Dill rejected one theory -- that the problem is a conspiracy to defraud voters of their votes and give the election to the opposition. Once a voter picks a candidate, a review screen shows who they voted for. That ability to review the vote before it is ultimately cast, he said, makes it less likely that fraud is involved.

"It seems to me if you were trying to commit fraud, you wouldn't show [the ballot] to the voter," he said.

One of the possible causes of vote flipping may be voters who place their hands on the side of a machine as they vote, perhaps accidentally touching it with their thumb and erroneously making a selection, he said. In other cases, some e-voting machines use a thumb-operated wheel to advance the electronic screens and when it is turned, it highlights a candidate in the next race on the ballot -- possibly giving a voter the impression that an erroneous choice has been made for them, he said.

The way to figure it out, he said, is to bring together a panel of experts to investigate the issue, confirm it, find ways to fix it and then get any fixes out to voting officials, Dill said. Until then, election officials and watchdog groups across the country will continue to hear reports of vote flipping, he said.

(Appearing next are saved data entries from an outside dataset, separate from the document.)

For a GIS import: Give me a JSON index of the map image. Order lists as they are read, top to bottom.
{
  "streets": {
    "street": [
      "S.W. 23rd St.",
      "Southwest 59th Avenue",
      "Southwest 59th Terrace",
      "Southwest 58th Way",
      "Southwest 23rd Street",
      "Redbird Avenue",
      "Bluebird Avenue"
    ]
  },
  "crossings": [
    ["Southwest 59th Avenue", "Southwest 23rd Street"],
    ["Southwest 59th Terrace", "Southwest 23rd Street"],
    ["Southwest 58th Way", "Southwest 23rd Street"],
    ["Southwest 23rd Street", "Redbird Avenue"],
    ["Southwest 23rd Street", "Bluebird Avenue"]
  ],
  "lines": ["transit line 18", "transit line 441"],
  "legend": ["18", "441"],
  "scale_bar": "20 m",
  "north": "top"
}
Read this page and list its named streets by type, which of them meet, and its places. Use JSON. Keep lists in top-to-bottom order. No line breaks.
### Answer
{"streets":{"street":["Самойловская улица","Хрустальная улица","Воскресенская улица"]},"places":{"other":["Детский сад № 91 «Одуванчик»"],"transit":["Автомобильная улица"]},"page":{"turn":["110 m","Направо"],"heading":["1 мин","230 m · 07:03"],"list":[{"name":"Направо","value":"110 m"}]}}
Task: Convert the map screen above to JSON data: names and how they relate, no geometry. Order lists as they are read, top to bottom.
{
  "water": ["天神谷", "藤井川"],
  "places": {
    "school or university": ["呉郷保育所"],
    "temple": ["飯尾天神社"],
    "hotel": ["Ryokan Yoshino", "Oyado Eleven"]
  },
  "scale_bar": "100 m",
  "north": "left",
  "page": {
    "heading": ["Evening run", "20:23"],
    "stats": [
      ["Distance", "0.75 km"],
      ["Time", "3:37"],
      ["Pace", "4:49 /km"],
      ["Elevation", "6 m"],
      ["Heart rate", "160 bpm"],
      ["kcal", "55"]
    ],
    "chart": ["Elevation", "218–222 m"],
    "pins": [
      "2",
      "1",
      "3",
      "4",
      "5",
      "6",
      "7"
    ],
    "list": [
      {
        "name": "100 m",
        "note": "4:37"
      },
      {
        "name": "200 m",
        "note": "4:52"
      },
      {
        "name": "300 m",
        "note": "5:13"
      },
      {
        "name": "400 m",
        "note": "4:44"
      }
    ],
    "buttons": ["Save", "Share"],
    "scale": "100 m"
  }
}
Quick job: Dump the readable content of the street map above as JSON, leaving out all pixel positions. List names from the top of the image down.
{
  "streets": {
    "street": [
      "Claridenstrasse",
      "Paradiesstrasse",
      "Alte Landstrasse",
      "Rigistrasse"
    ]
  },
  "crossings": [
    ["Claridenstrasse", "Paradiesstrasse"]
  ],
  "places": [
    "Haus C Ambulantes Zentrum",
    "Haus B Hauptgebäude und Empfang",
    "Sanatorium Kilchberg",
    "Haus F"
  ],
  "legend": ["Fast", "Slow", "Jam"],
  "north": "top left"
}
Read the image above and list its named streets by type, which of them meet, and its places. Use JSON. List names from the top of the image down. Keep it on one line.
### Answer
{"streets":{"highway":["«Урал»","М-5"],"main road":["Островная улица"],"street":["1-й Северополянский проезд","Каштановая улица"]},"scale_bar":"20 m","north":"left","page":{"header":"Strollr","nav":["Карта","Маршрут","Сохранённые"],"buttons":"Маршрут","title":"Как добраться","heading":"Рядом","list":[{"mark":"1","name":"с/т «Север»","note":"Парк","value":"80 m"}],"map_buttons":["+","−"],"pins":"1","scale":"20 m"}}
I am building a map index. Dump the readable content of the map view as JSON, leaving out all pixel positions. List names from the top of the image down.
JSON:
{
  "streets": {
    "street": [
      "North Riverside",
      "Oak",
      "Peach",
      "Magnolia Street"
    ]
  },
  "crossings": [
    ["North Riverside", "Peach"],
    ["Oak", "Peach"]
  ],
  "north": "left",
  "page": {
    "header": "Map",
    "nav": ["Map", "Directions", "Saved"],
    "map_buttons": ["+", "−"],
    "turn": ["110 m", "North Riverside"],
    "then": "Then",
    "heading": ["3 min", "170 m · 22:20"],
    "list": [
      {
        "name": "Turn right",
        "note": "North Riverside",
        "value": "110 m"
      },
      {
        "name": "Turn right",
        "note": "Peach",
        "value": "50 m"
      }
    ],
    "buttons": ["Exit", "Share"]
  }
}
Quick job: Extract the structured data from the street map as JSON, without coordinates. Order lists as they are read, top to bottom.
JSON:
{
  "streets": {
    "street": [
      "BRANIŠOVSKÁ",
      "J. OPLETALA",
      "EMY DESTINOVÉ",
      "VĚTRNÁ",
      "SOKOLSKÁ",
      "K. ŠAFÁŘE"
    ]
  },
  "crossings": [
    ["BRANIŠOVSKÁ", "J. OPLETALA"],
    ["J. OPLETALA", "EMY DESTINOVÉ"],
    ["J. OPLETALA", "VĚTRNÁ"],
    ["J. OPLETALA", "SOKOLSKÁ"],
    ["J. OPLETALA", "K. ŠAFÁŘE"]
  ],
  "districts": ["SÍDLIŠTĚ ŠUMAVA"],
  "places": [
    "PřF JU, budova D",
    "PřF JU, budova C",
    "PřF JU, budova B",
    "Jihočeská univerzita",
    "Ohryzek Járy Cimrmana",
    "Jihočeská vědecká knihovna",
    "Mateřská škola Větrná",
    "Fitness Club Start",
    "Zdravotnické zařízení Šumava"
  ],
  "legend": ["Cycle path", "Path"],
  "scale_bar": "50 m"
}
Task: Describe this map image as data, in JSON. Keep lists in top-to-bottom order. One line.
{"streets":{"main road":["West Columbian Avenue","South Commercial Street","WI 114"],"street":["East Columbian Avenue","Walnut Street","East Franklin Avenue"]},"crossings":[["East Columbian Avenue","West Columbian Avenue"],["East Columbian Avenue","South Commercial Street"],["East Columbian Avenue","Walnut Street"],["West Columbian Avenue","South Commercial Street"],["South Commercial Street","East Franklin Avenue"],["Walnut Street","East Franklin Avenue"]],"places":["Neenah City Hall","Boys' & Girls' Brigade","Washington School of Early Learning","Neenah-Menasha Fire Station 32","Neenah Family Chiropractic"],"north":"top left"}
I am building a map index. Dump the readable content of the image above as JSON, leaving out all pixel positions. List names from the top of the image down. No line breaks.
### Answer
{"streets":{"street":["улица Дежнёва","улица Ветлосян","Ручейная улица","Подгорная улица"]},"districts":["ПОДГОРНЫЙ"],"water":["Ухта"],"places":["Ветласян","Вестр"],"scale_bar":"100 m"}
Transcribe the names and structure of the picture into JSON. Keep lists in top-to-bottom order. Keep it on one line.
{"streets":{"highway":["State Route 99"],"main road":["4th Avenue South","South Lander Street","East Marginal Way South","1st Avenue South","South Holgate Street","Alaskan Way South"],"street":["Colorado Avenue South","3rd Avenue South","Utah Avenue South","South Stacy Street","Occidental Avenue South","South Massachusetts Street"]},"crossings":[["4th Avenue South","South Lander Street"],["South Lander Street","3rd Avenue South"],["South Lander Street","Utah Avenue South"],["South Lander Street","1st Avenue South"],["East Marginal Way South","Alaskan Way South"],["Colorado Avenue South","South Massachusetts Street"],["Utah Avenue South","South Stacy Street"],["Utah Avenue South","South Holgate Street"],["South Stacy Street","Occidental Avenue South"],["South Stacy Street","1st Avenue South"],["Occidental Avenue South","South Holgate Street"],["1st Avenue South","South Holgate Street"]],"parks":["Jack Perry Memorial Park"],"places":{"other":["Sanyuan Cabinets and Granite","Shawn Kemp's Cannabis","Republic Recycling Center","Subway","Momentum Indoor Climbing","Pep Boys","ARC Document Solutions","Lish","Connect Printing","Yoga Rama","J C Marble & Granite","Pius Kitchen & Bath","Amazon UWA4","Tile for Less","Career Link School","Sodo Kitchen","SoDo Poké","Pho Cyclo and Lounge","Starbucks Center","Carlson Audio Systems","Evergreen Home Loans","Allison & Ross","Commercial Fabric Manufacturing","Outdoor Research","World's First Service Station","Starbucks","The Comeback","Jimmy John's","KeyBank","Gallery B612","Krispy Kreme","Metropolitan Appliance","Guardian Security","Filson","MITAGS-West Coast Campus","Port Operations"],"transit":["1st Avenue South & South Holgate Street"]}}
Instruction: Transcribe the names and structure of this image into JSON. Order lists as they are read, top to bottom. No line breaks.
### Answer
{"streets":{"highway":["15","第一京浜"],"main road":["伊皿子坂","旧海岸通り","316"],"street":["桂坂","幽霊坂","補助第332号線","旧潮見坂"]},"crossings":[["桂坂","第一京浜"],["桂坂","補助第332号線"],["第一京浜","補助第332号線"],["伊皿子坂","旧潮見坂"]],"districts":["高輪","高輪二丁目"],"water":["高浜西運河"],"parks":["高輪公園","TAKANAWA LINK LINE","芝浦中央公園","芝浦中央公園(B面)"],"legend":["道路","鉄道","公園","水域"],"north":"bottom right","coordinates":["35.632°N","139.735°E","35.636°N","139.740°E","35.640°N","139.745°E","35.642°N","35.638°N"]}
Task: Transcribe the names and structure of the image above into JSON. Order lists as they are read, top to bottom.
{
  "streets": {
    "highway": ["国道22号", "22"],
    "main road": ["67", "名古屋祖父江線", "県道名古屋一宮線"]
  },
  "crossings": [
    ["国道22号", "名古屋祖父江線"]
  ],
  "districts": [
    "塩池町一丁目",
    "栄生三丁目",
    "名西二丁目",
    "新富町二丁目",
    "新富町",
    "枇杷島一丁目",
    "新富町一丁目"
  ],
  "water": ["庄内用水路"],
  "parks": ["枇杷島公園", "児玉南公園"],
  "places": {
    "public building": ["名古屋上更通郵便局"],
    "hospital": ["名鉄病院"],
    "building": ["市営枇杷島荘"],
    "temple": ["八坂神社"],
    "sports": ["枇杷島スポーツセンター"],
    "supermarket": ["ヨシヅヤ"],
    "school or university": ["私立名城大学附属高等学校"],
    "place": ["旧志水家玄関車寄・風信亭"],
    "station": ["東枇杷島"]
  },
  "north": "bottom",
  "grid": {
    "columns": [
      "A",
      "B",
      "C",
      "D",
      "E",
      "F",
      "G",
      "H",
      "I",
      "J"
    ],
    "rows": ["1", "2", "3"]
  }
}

"We know it's going to be a major deal," Dill said. If a voter notices the problem on an e-voting machine's review screen, they can try to go back and fix it, he said. Sometimes it takes multiple attempts to correct, according to reports. But if they don't notice it or try to go backward to fix it, their votes are improperly cast, he said.

"This problem, I think, is a national disgrace," Dill said. "There needs to be a serious independent investigation of this problem ... across the country."

Ted Selker, the co-director of the Voting Technology Project being conducted by the California Institute of Technology and the MIT, has one possible explanation: Experiments show that voters incorrectly choose a candidate on their ballots one in 30 times, even under laboratory settings. "People are just sloppy and make mistakes," Selker said.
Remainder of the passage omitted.